Hello readers, and belated Happy New Year! It’s taken me a few days to recover from a New Year’s Eve bash in Chicago where I drank myself into oblivion. Fortunately, the sound of my own vomit curdling on my chest woke me up Saturday afternoon. I found myself in a strange hotel that dates back to 1875 wearing nothing but my birthday suit and, well, the aforementioned vomit. I could hear Debussy’s “Claire de Lune” playing through the wall, and whether it was someone on the piano in the lobby or a recording, I couldn’t tell.
Nevertheless, here I am a year later. I shan’t recap my multifarious experiences over the course of 2010, for I gave some of the highlights via this blog a couple of weeks ago.

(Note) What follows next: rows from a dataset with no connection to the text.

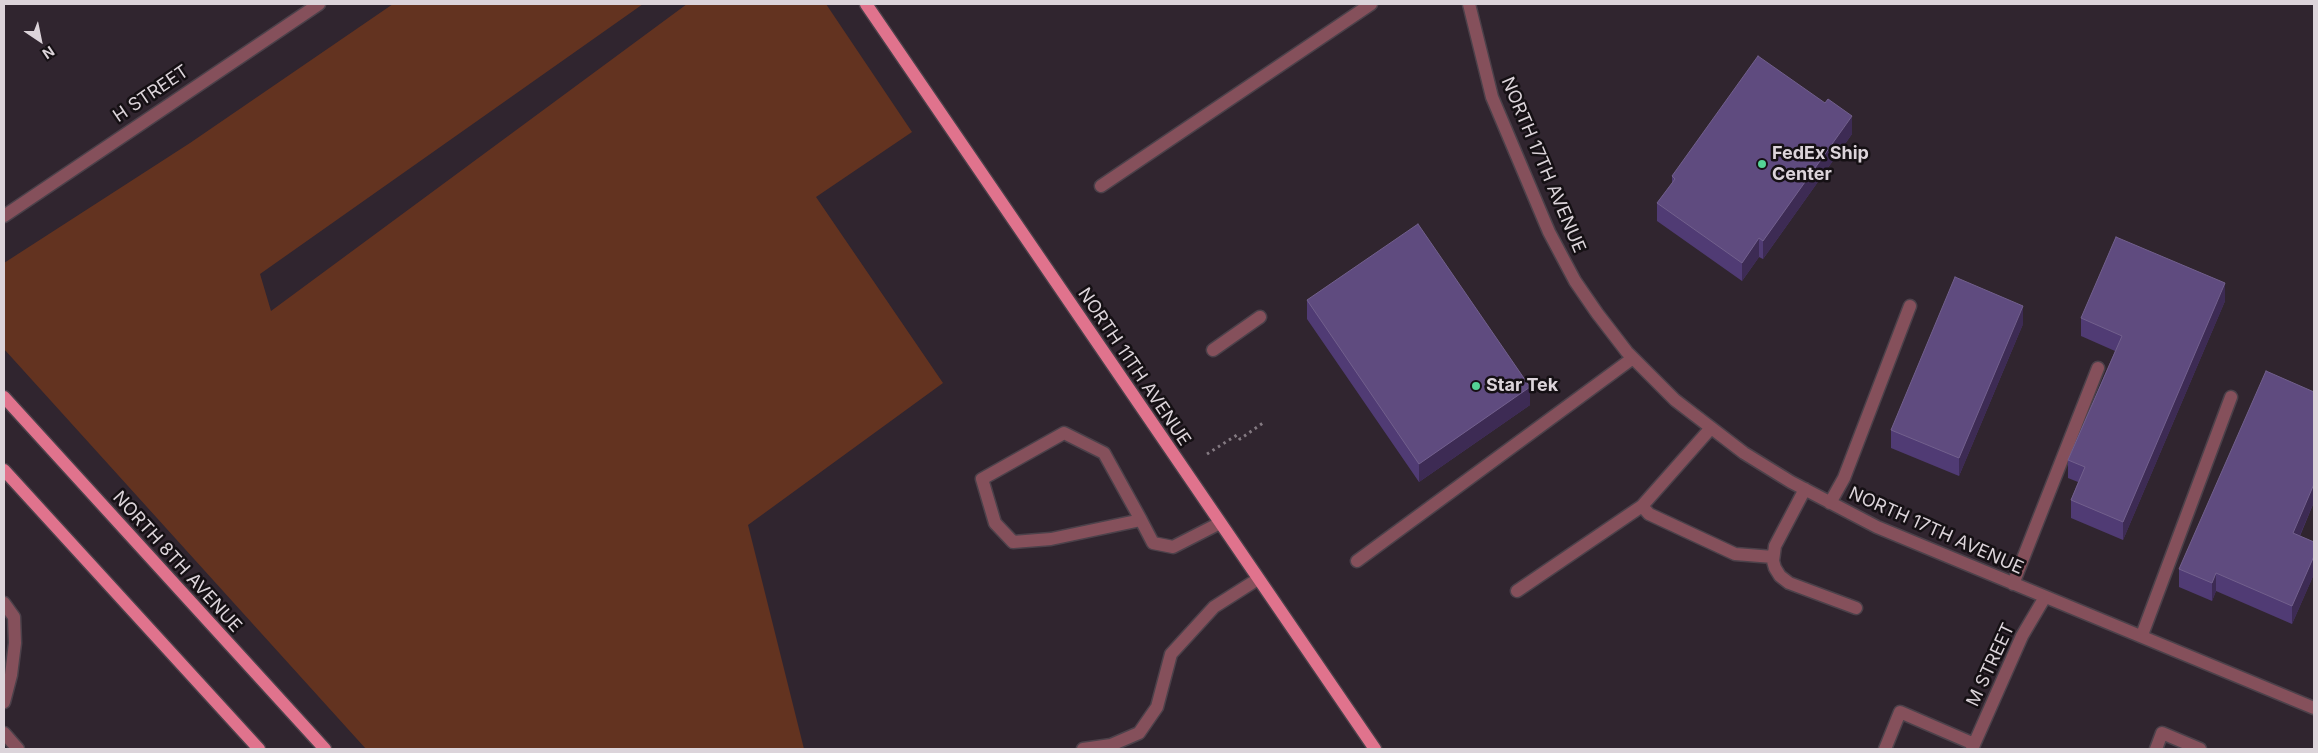 <!DOCTYPE html>
<html>
<head>
<meta charset="utf-8">
<style>
  body { margin:0 }
  #map { position:relative; width:2318px; height:753px; overflow:hidden; background:#30252f; font-family:Inter,sans-serif }
  canvas { display:block }
  .frame { position:absolute; inset:0; border:5px solid #dcd4da; pointer-events:none }
  .north { position:absolute; left:15px; top:15px; width:50px; height:50px; -webkit-text-stroke:4px #151014; paint-order:stroke; rotate:146deg; font-size:14px; font-weight:700; line-height:20px; text-align:center; color:#dcd4da }
  .north::after { content:''; display:block; margin:auto; width:18px; height:22px; background:#dcd4da; clip-path:polygon(50% 0,100% 100%,50% 72%,0 100%) }
</style>
</head>
<body>
<div id="map">
<canvas width="2318" height="753"></canvas>
<div class="frame"></div>
<div class="north">N</div>
</div>
<script>
const g = document.querySelector('canvas').getContext('2d');
g.lineJoin = 'round';
function paint(path, color) {
  g.fillStyle = color;
  g.fill(path, 'evenodd');
}
function shape(rows) {
  const path = new Path2D();
  for (const r of rows) {
    path.moveTo(r[0], r[1]);
    for (let i = 2; i < r.length; i += 2) path.lineTo(r[i], r[i + 1]);
  }
  return path;
}
function stroke(path, color, width, dash) {
  g.strokeStyle = color;
  g.lineWidth = width;
  g.lineCap = dash ? 'butt' : 'round';
  g.setLineDash(dash || []);
  g.stroke(path);
}
function drawText(font, color, halo, rows, align = 'center') {
  g.font = font + ' Inter,sans-serif';
  g.lineWidth = 5;
  g.setLineDash([]);
  g.textBaseline = 'middle';
  g.strokeStyle = halo;
  g.fillStyle = color;
  for (const [text, x, y, turn = 0] of rows) {
    g.save();
    g.translate(x, y);
    g.rotate((+turn || 0) * Math.PI / 180);
    g.textAlign = isNaN(turn) ? turn : align;
    if (halo) g.strokeText(text, 0, 0);
    g.fillText(text, 0, 0);
    g.restore();
  }
}
const green = shape([
  [393,4,643,4,260,274,271,311,687,4,826,4,912,132,816,197,943,383,748,525,804,749,366,749,4,349,4,263,190,143]
]);
const path = shape([
  [1207,454,1237,435,1240,439,1263,423]
]);
const minor = shape([
  [1469,4,1492,97,1549,232,1575,281,1597,313,1627,352,1675,400,1744,453,1791,482,1877,527,2314,708],
  [1101,186,1371,4],
  [4,216,319,4],
  [1213,350,1260,317],
  [1805,489,1775,546,1773,561,1775,568,1780,576,1789,583,1856,608],
  [1830,503,1844,478,1910,306],
  [1642,506,1649,514,1735,554,1773,557],
  [1141,520,1104,453,1064,433,982,479,995,523,1013,542,1051,539,1141,520,1153,543,1173,547,1220,523],
  [1357,561,1633,358],
  [2013,584,2098,368],
  [1517,591,1642,506,1711,428],
  [4,603,14,617,15,643,11,675,4,702],
  [2142,635,2231,397],
  [4,733,18,749],
  [1083,749,1111,745,1139,733,1157,707,1171,654,1214,607,1258,579],
  [1885,749,1900,712,1974,744],
  [1972,749,2022,636,2045,597],
  [2156,749,2162,733,2200,749]
]);
const major = shape([
  [866,4,1375,749],
  [4,397,325,749],
  [4,470,259,749]
]);
const wall = shape([
  [1852,134,1763,259,1759,257,1742,281,1657,221,1657,203,1672,184,1672,176],
  [1307,300,1530,405,1419,482,1307,319],
  [2225,301,2123,540,2071,518,2071,500,2078,482,2068,478,2068,460,2115,351,2081,336,2081,318],
  [2023,324,1959,476,1891,448,1891,430],
  [2314,392,2314,502,2300,536,2314,542,2314,574,2292,624,2216,591,2212,601,2179,587,2179,569]
]);
const shadedWall = shape([
  [1852,116,1852,134,1763,259,1763,241],
  [1759,238,1759,257,1742,281,1742,263],
  [2225,283,2225,301,2123,540,2123,522],
  [2023,306,2023,324,1959,476,1959,458],
  [1530,387,1530,405,1419,482,1419,464],
  [2314,484,2314,502,2293,551,2293,533],
  [2314,556,2314,574,2292,624,2292,606],
  [2216,573,2216,591,2212,601,2212,583]
]);
const building = shape([
  [1758,56,1825,103,1828,99,1852,116,1763,241,1759,238,1742,263,1657,203,1675,179,1672,176,1758,56],
  [1418,224,1530,387,1419,464,1307,300,1418,224],
  [2116,237,2225,283,2123,522,2071,500,2085,467,2068,460,2122,336,2081,318,2116,237],
  [1955,277,2023,306,1959,458,1891,430,1955,277],
  [2266,371,2314,392,2314,484,2293,533,2314,542,2314,556,2292,606,2216,573,2212,583,2179,569,2266,371]
]);
const markers = [
  [1762,164,5,"#54d395"],
  [1476,386,5,"#54d395"]
];
const streetNames = [
  ["H STREET",151,94,-34],
  ["NORTH 17TH AVENUE",1543,165,67],
  ["NORTH 11TH AVENUE",1134,367,56],
  ["NORTH 17TH AVENUE",1936,531,24],
  ["NORTH 8TH AVENUE",177,562,48],
  ["M STREET",1991,665,-65]
];
const poiNames = [
  ["FedEx Ship",1772,154],
  ["Center",1772,175],
  ["Star Tek",1486,386]
];
paint(green, '#633320');
stroke(minor, '#4c414a', 15);
stroke(major, '#4c414a', 15);
stroke(path, '#847a82', 3, [2.5, 4]);
stroke(minor, '#85505b', 12);
stroke(major, '#e0738d', 12);
paint(wall, '#503b74');
paint(shadedWall, '#3d2b54');
paint(building, '#5f4b7f');
stroke(building, '#72608d', 1);
for (const [x, y, r, color] of markers) {
  const dot = new Path2D();
  dot.arc(x, y, r, 0, 2 * Math.PI);
  g.fillStyle = color;
  g.fill(dot);
  stroke(dot, '#151014', 2);
}
drawText('18px', '#dcd4da', '#151014', streetNames);
drawText('bold 18px', '#dcd4da', '#151014', poiNames, 'left');
</script>
</body>
</html>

However, I should like very much to inform you of future developments and figure the best way to do this is to answer mail from my many readers. Carol from Amherst, Massachusetts wonders why I expend so much energy on scatological musings and not on more significant or meaningful writing projects such as a story of romance and love. Would that I could oblige you, Carol, but I take issue with your dismissal of my scatological anecdotes, the purpose of which is not merely to find juvenile amusement in bodily functions but to keep the more ethereal topics such as God, culture and literature in the full context of human experience. Moreover, I fear that I have no love left in this dark, forlorn heart of mine, and drudging up a “love story” would be as much a foolhardy undertaking as an exercise in deceit and fraud.
Kendall of Pittsburgh wants to know whether I’ll focus more on nonfiction writing this year. I’m well aware that most readers are less interested in my attempts, ill-fated though they be, in fiction. I have a twofold response. First, I basically live a lie and often fail to grasp a putative distinction between reality and creative embellishment; nonfiction and fiction blend in my consciousness so much that I can’t separate them into airtight literary genres. Besides, fiction contains elements of truth—yes, truth about me to a certain extent, but more so truth about, say, an aspect of culture, politics or history. Second, the reading and writing of fiction is a form of escapism for me. While I enjoy a relatively good life, it certainly has its less-than-exhilarating moments. For this reason, I enhance or deflect from my mundane and boring experience of life by creating alternative worlds.
It looks like we have time for one more letter, so let me dig deep into the bottom of this mailbag. Let’s see… Megan of Chippewa Falls, Wisconsin wants me to apologize for exposing respectable readers—presumably such as herself—to unmitigated violence without consequences. You’re flat out wrong, Megan, or whatever your real name is. While it is true that I write about murder and massacre, I’m always careful to show that such acts have consequences. For instance, killing thy neighbor can alleviate stress, solve a seemingly insolvable problem, and provide a handy means to get rid of competitors for food, sex, or territory.
Let me close this 2011 kick-off post with my New Year’s resolutions. Given that the end of the world will occur on 17 April 2023, based on a vision I received a few weeks ago, I hope in the course of this year to start the arduous process of coming to terms with the skeletons in my closet. Perhaps I should say closets, plural, since once closet is probably insufficient for storing all those rotting corpses. I don’t want to leave this world with shame, guilt, or lack of resolution in my checkered past. Another resolution is to make a difference by giving back to society. This blog will serve as the vehicle to goad the do-gooders and peaceniks into action by reminding them of the foibles of humanity, the idiocy of the international community, and the evil that men do. As always, Der Viator is serving his fellow man, and woman.